(Saved data entries)

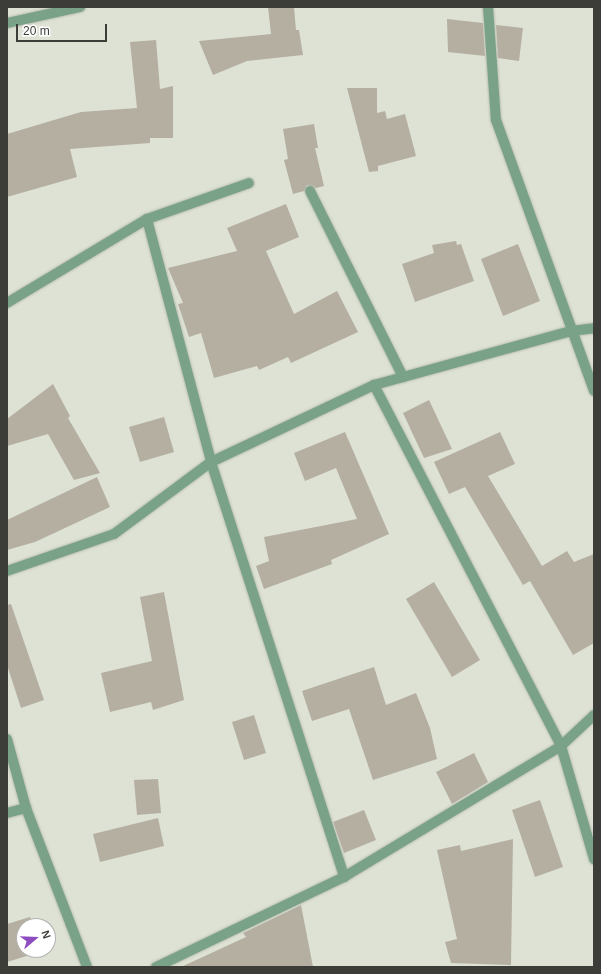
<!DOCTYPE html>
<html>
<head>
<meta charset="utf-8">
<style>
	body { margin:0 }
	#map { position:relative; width:601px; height:974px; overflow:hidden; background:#dde2d4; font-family:Arial,sans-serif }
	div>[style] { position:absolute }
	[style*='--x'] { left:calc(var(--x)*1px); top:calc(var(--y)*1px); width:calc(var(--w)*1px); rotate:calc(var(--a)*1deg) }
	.building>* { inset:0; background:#b5afa2 }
	.roads { filter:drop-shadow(0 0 1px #babeb2) drop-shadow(0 0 1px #babeb2) }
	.minor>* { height:10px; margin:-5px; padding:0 5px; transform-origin:5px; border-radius:5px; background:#7aa288 }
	span { translate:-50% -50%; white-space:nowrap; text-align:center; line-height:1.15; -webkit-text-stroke:4px #fff; paint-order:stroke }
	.frame { position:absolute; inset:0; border:8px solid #3c3d38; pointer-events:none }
	.north { position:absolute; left:16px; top:918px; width:40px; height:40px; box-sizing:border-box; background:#fff; border:1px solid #b1b1af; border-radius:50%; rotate:71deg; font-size:11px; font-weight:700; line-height:16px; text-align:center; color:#3c3d38 }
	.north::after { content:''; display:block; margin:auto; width:14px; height:18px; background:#8e4cc1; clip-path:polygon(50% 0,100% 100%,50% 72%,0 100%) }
	.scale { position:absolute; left:16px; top:24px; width:91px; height:18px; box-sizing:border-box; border:2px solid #3c3d38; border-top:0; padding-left:5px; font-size:12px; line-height:14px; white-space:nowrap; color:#3c3d38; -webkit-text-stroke:3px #fff; paint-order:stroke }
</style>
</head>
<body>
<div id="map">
	<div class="building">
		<i style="clip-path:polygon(268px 7px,294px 7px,296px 30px,299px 30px,303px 55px,247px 61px,213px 75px,199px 41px,271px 34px)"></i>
		<i style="clip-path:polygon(447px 19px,483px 23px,485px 56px,448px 52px)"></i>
		<i style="clip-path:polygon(496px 25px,523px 28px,519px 61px,498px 58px)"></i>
		<i style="clip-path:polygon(156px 40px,160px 89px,173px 86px,173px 138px,150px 138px,150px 143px,70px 149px,77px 177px,7px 197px,7px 134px,81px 112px,137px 108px,130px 42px)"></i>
		<i style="clip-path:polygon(347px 88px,377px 88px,377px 113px,385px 111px,387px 119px,405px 114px,416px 156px,378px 166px,378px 171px,369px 172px)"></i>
		<i style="clip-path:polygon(314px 124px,318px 148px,315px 148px,324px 186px,316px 188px,307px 185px,304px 191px,293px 194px,284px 160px,288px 159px,283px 129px)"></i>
		<i style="clip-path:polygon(286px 204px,299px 237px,266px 251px,294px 314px,337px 291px,358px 332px,291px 363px,288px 357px,259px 370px,257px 366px,214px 378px,201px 333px,189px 337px,178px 304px,183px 303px,168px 268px,237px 251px,227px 228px)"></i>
		<i style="clip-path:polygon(456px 241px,457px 245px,461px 244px,474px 281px,415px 302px,402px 264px,434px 253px,432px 245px)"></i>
		<i style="clip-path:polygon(518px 244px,540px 301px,503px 316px,481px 259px)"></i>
		<i style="clip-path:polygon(53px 384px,70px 416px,68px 418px,100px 473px,74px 480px,48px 434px,7px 446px,7px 419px)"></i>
		<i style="clip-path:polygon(429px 400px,452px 449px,424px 458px,403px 413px)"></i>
		<i style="clip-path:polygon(164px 417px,174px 452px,140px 462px,129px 427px)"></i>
		<i style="clip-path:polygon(345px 432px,389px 534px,331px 560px,332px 564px,264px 589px,256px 566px,269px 561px,264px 537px,357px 519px,336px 468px,305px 481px,294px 453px)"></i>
		<i style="clip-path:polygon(500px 432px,515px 464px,488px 476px,542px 566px,567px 551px,574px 562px,594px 554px,594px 643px,573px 655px,530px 581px,523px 585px,465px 487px,449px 494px,434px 462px)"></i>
		<i style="clip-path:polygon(97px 477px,110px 507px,35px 542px,7px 550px,7px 520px)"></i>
		<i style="clip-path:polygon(434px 582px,480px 660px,452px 677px,406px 599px)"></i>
		<i style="clip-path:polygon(164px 592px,184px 700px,153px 710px,151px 702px,110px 712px,101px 673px,152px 661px,140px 597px)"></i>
		<i style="clip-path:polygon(11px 604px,44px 700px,21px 708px,7px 665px,7px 605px)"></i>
		<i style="clip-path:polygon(374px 667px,386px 705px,416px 693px,430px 728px,437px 759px,373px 780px,349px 709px,312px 721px,302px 691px)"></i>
		<i style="clip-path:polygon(254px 715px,266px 753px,244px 760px,232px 722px)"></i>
		<i style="clip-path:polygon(474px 753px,488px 782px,452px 804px,436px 772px)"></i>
		<i style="clip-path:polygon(158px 779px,161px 813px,137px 815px,134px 780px)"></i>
		<i style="clip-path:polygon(540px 800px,563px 867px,535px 877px,512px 810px)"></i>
		<i style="clip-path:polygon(364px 810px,376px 840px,344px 853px,333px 822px)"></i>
		<i style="clip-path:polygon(158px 818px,164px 846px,100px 862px,93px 834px)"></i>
		<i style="clip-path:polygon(513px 839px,511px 965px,451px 963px,445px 942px,457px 939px,437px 850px,460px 845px,461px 851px)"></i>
		<i style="clip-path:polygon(301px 905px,313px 967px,181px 967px,246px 937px,243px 933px)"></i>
		<i style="clip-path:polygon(30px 917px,33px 926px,24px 926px,24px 950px,43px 951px,7px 962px,7px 924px)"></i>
	</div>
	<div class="roads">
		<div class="minor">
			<i style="--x:488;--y:7;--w:113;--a:86"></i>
			<i style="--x:496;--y:120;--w:288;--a:70.1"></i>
			<i style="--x:7;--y:23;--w:75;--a:-12.4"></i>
			<i style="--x:310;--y:191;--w:208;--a:63.4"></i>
			<i style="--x:147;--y:219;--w:251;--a:75.2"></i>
			<i style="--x:211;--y:462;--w:436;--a:72.2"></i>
			<i style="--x:7;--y:303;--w:163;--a:-31"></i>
			<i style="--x:147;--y:219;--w:108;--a:-19.4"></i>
			<i style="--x:374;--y:385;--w:407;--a:62.6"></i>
			<i style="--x:561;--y:746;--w:118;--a:73.7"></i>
			<i style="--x:7;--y:571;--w:113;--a:-19.1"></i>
			<i style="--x:114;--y:534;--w:121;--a:-36.6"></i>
			<i style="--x:211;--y:462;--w:180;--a:-25.3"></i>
			<i style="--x:374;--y:385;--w:204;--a:-15.3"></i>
			<i style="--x:571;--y:331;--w:23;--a:-7"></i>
			<i style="--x:7;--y:739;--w:72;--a:74.6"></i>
			<i style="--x:26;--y:808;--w:170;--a:69"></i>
			<i style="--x:7;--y:813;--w:20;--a:-15"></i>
			<i style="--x:156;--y:967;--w:208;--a:-25.6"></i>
			<i style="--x:344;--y:877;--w:253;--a:-31.1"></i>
			<i style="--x:561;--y:746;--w:45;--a:-43.2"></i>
		</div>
	</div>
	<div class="frame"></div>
	<div class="north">N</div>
	<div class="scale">20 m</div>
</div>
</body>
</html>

## Exercise brief:
Pictures are to be left out; otherwise, retype exactly the lines from the first line of the data through the line containing "position:absolute; left:16px; top:918px;".

## Exercise output:
<!DOCTYPE html>
<html>
<head>
<meta charset="utf-8">
<style>
	body { margin:0 }
	#map { position:relative; width:601px; height:974px; overflow:hidden; background:#dde2d4; font-family:Arial,sans-serif }
	div>[style] { position:absolute }
	[style*='--x'] { left:calc(var(--x)*1px); top:calc(var(--y)*1px); width:calc(var(--w)*1px); rotate:calc(var(--a)*1deg) }
	.building>* { inset:0; background:#b5afa2 }
	.roads { filter:drop-shadow(0 0 1px #babeb2) drop-shadow(0 0 1px #babeb2) }
	.minor>* { height:10px; margin:-5px; padding:0 5px; transform-origin:5px; border-radius:5px; background:#7aa288 }
	span { translate:-50% -50%; white-space:nowrap; text-align:center; line-height:1.15; -webkit-text-stroke:4px #fff; paint-order:stroke }
	.frame { position:absolute; inset:0; border:8px solid #3c3d38; pointer-events:none }
	.north { position:absolute; left:16px; top:918px; width:40px; height:40px; box-sizing:border-box; background:#fff; border:1px solid #b1b1af; border-radius:50%; rotate:71deg; font-size:11px; font-weight:700; line-height:16px; text-align:center; color:#3c3d38 }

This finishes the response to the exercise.